Part 2: "Europe" Transcript

[ Announcer: ] Utah World War II Stories: Europe was made possible in part by: the Cleone Peterson Eccles Endowment Fund, the George S. and Dolores Doré Eccles Foundation, the Stephen G. and Susan E. Denkers Family Foundation, and the Stewart Education Foundation.  Additional funding was provided by: the C. Comstock Clayton Foundation, Kennecott Utah Copper, and the University of Utah...and the support of the contributing members of KUED.    

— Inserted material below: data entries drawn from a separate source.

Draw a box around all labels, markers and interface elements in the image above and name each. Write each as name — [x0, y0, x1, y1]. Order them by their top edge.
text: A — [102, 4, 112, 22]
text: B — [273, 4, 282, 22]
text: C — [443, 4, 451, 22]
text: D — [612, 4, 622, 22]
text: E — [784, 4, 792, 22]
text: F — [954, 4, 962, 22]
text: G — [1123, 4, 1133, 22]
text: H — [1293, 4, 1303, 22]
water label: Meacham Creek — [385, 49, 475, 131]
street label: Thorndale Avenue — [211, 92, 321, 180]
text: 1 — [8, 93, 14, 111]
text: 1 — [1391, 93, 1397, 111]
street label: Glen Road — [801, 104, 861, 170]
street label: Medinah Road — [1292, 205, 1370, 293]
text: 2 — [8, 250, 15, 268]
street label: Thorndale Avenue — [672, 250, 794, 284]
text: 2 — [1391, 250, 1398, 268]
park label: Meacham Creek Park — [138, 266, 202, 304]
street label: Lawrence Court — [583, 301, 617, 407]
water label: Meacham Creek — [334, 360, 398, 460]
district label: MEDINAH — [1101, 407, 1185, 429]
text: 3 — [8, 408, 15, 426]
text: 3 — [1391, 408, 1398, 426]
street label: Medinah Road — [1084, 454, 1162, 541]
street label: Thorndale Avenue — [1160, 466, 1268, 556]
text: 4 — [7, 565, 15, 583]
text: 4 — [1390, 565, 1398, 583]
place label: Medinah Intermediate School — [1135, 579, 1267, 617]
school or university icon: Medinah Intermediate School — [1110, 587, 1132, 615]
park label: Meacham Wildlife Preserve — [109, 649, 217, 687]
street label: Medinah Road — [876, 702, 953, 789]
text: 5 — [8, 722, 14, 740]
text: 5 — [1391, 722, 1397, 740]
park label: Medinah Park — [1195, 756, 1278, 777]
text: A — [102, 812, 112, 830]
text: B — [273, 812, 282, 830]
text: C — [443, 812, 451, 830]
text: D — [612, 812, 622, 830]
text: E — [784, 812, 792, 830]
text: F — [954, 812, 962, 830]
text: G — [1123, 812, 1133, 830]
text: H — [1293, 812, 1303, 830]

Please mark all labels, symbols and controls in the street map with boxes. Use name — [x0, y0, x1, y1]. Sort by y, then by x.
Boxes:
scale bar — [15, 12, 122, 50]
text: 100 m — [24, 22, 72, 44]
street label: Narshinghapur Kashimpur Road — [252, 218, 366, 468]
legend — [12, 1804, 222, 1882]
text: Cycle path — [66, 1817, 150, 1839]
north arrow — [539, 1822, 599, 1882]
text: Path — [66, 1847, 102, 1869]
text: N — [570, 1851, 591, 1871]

[ Louis Slama: ] When I came to this country, I was nine years old, and, uh, my mother and father were all living here already. My sister and I were living in Czechoslovakia, and my mother and father eventually wanted to come back and make some money here and go back to the old country. So when Hitler started with the Nazis and everything at that time, they went to the Red Cross and they said, you know, we gotta get... If you don't get our kids out now... They knew that Hitler would start the invasion of Poland and all the other ones, so they had to get us out before all that started. So we went to the Red Cross, but, uh, on our way we had to go through Germany into the ports and we came on a Baranger, which was a German ship. When we got into Germany, uh, all the swastika guys were all with the swastikas. They took all our clothing, opened it up and checked us all. And you see a whole line of them and they're all... You could tell that Hitler's regime was already starting in 1934. I mean, they were all over the place like flies. So, uh, that always stuck in my mind, saying that these people are ruthless, they're killers. The Nazis were not human. They were-- They were animals. They had no respect for the human beings. You know, they always thought they were the super human race, and when you get people like that, you know, the only way you can change that is to destroy them, basically. And that's--we had... The German soldier was rated the best soldier in the world, you know, so what we were doing, we were fighting the soldier that was best in the world. We had to defeat them at all costs really.    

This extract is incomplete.